Не хватает сил, чтобы сдержаться. Не хватает. Да, блядь, просто нет таких сил. Не существует.
Этот пункт должен быть моим. Должен.
Это ведь Маринка… Едва она выставила задачу, я сходу шагнул в петлю. Все мои инстинкты сплотились в могучую армию. Против меня же. Против меня, яростно требуя украсть запретное.
Чаруша дышит чаще, дрожит выразительней… Завораживающе точится от своего возбуждения. Охуенная.
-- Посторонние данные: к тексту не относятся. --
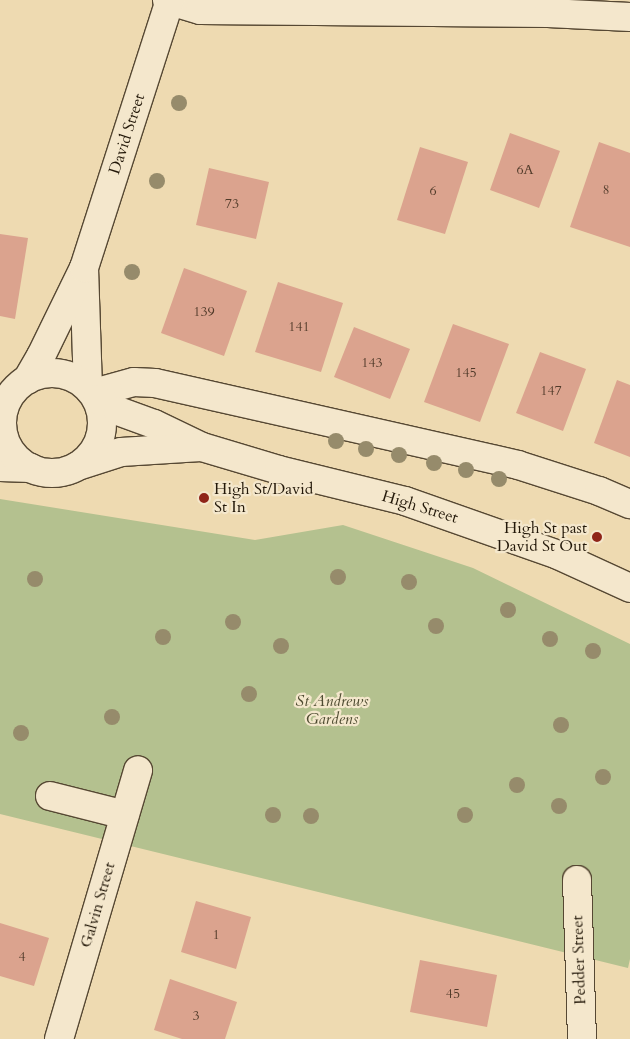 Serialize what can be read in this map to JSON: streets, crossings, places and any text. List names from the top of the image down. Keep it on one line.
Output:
{"streets":{"street":["David Street","High Street","Galvin Street","Pedder Street"]},"crossings":[["David Street","High Street"]],"parks":["St Andrews Gardens"],"places":["High St/David St In","High St past David St Out"],"house_numbers":["6A","8","6","73","139","141","143","145","147","1","4","45","3"]} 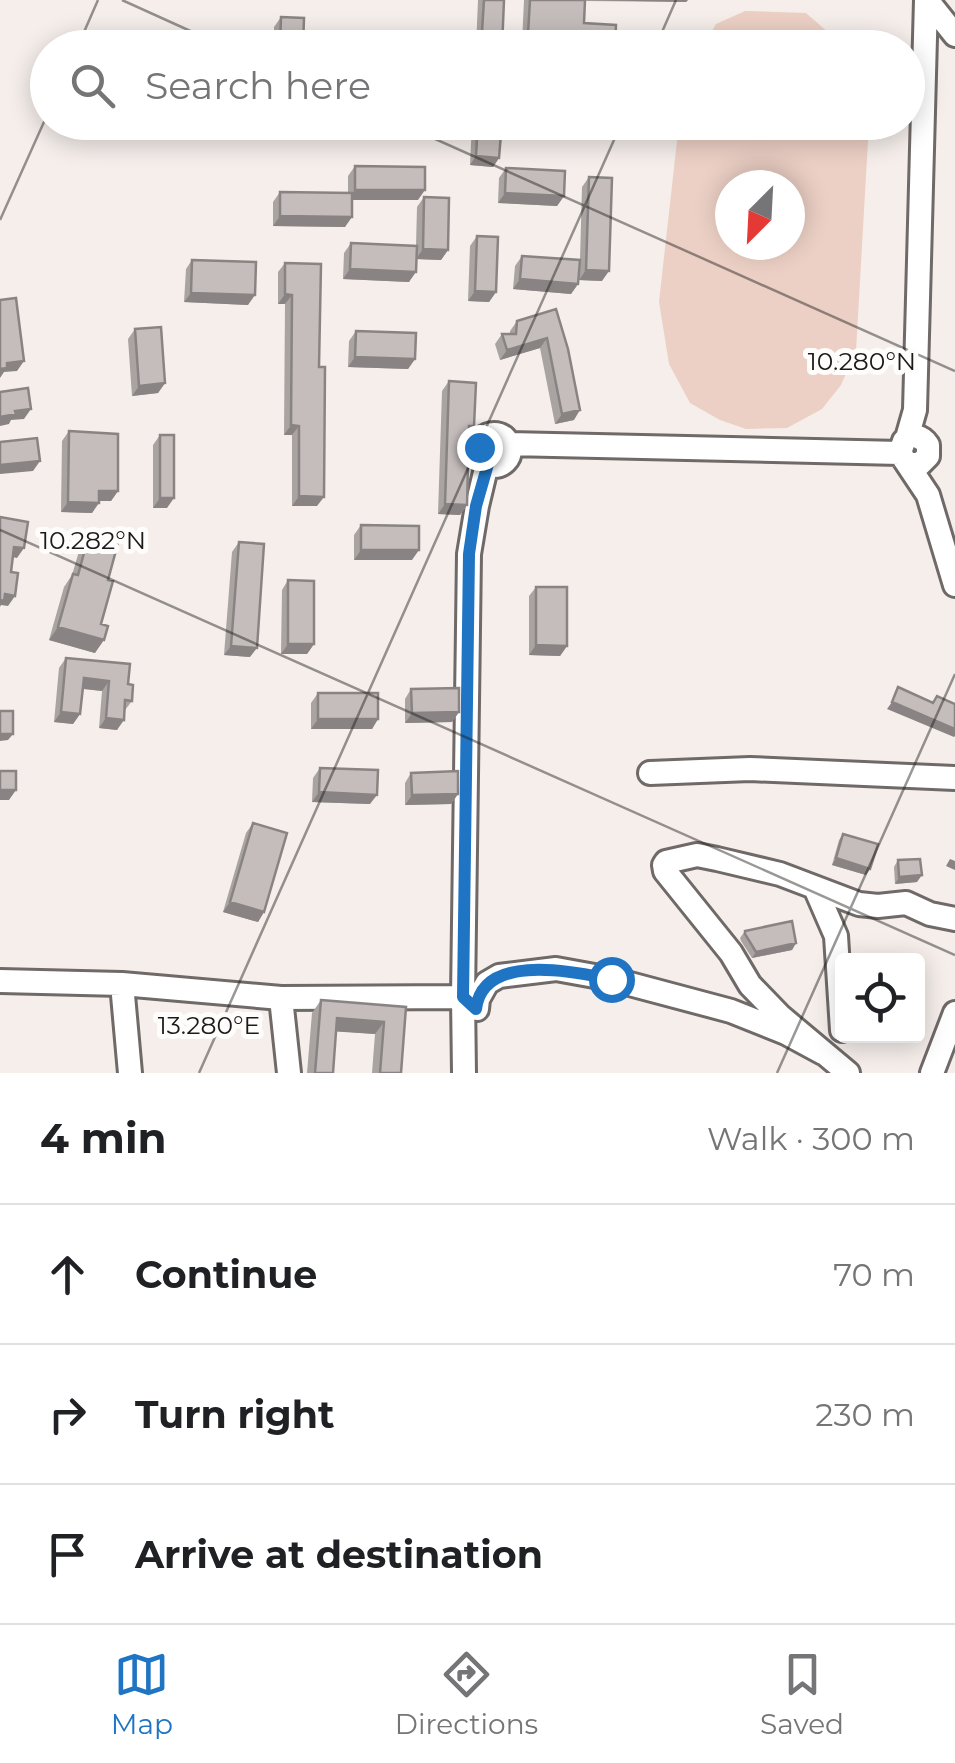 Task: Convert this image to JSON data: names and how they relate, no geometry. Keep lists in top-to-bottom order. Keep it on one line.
{"north":"bottom left","page":{"search":"Search here","heading":["4 min","Walk · 300 m"],"list":[["Continue","70 m"],["Turn right","230 m"],"Arrive at destination"],"nav":["Map","Directions","Saved"]},"coordinates":["10.280°N","10.282°N","13.280°E"]} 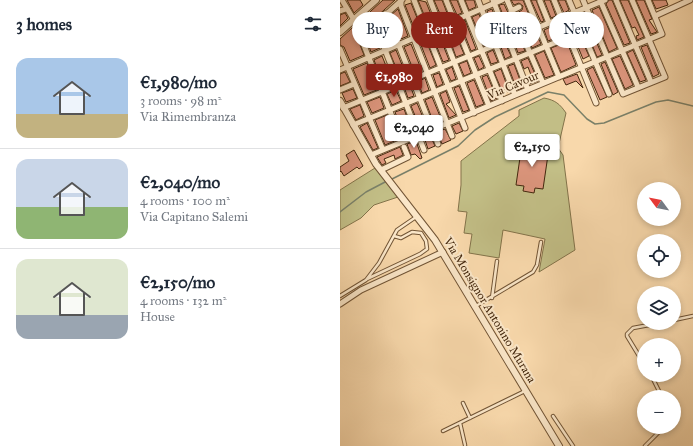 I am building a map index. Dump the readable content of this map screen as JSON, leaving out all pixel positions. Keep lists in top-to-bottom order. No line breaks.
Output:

Мать вашу, какая же она охуенная… Даже клубящееся вокруг нас оранжевое свечение стынет пороком.
Маринка… Маринка… Чистое пламя. Очаг безумия. Адский котел.
Если пресловутая любовь и существует, должно быть, она пахнет, как Чарушина. И выглядит, блядь, так же.
Сука… Что за мысли?
Мотаю головой, в надежде ощутить какую-то ясность. Но эффект от этого действия является крайне слабым.
Во мне, конечно, не меньше трехсот грамм водки, но даже если учитывать эти вводные, качает запредельно.
Сука… Хватит анализировать… Хватит думать!
Натужно перевожу дыхание и курсирую к югу Маринкиного тела.
8
Встреваю. Влетаю по самое не балуй.
© Даниил Шатохин
«Девчонок Чарушиных трогать нельзя!»
«Маринку, блядь, тоже…»
Заторможенно моргая, усиленно таращусь Маринке между ног.
Это не в счет.
В башке на повышенных оборотах какой-то долбаный диск вертится. Мало того, что срывает меня с орбиты, так еще и контузит. Оглушает избирательно – себя не слышу. Зато четко ловлю срывающееся дыхание Чаруши. Каждый ее вдох и каждый выдох разбивают пространство, словно уникальный эротический стимулятор.
Меня кроет нереально. Дико расшатывает. Зверски скручивает. Все нервы в узлы.
Твою мать… Твою…
Изучаю. Рассматриваю, будто впервые увидеть довелось. Сам не пойму, по какой причине так подвис. Киска у Маринки очень аккуратная. Пухлая. Закрытая. Ни клитора, ни внутренних губ не видно. Похожа на персик. С мелким светлым пушком.
Кладу ладони на внутреннюю поверхность бедер, ведьма вздрагивает. Но я все равно заставляю ее их развести настолько, насколько позволяет ширина сиденья. Шумно выдыхаю, когда киска раскрывается. Нежная розовая плоть блестит влагой.
Блядь… Блядь…
Я просто совру, если не признаю, что меня от Маринки плющит каким-то исключительным образом. На все сто баллов. С горочкой, вашу мать.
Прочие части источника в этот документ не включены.